Seriously, I never thought I would miss faces from my class. I never in my dreams imagined that I would like to be in touch with many of them even after the college. I never doubted I will ever write something like this in my entire life. Today as I write this, just the feeling of the fact that I will probably never see few faces my entire life is making my heart feel cold.
Actually I have always been very sensitive to departure and once I told a friend that I must have lost someone in my previous life (I don’t think I believe in previous life) who I loved the most and my life must have gone out of track because of that, so even in this life departures chills me to bone. They actually do. I have always treasured memories and whenever someone passes into memories they become special in their own way.
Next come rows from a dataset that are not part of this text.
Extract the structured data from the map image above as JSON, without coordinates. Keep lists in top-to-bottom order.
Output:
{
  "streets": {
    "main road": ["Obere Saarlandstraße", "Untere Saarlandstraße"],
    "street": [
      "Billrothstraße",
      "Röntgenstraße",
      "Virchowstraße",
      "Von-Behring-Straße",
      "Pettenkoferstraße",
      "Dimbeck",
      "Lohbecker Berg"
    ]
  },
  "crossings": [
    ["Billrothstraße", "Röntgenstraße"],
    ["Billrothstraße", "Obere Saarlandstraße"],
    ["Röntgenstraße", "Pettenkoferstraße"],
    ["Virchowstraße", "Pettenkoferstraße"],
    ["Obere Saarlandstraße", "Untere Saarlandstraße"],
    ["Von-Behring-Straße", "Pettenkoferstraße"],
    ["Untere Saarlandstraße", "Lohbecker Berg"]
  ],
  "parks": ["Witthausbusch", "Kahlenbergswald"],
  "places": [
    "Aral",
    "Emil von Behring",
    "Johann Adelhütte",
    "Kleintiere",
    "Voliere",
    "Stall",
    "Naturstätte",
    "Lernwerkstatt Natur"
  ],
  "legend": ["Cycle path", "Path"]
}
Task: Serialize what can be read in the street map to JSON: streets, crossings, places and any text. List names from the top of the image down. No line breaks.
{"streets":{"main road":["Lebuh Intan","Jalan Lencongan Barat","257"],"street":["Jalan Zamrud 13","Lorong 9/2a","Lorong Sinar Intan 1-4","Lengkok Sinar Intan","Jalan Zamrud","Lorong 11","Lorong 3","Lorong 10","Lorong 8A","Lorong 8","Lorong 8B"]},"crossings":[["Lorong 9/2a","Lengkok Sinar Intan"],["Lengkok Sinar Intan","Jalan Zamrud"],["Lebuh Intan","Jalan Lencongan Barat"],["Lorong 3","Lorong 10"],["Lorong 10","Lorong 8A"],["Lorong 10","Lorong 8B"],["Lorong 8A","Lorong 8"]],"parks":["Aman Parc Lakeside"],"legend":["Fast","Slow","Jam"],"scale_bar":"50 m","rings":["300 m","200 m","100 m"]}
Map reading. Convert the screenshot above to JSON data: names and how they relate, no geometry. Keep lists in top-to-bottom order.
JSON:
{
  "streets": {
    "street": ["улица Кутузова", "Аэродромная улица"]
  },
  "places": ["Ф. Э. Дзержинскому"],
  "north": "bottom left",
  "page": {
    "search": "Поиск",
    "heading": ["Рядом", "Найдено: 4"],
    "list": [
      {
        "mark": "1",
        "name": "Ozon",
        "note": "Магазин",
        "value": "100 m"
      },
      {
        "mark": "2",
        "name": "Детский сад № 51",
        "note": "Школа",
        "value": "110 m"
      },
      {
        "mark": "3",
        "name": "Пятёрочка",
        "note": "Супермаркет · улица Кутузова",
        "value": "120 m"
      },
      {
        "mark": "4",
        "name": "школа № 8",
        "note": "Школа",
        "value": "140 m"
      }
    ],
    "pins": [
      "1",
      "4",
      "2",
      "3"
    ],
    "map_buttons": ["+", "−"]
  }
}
Either you love them too much or you hate them to extreme. I might take days to find a one particular person who I hate but there are innumerous names and faces I love. I have always had friends who were very close and very special but they have come and they have left with no thinnest string of connection between us. In my higher secondary I regarded few friends as friends for life but they slipped away just like dry sand slips away from fist. Time acted like a whiff that blew away that sand, they blew them far away to their deserts I might never navigate, even if I do they will be different altogether. The number of friends has grown from two to higher and I know most of them are friends for life now. Even then I will miss those who had gathered yesterday. One day or other there will be only memories left, communication will reduce and eventually it will lose with most of them though not will all of them. If anything will be there then it will be memories, sweet memories.
1 comment:
Good one Sandip, you have nicely portrayed the day n event. I just can't get one phrase out of my head .."the famous....Kku Jee" haha..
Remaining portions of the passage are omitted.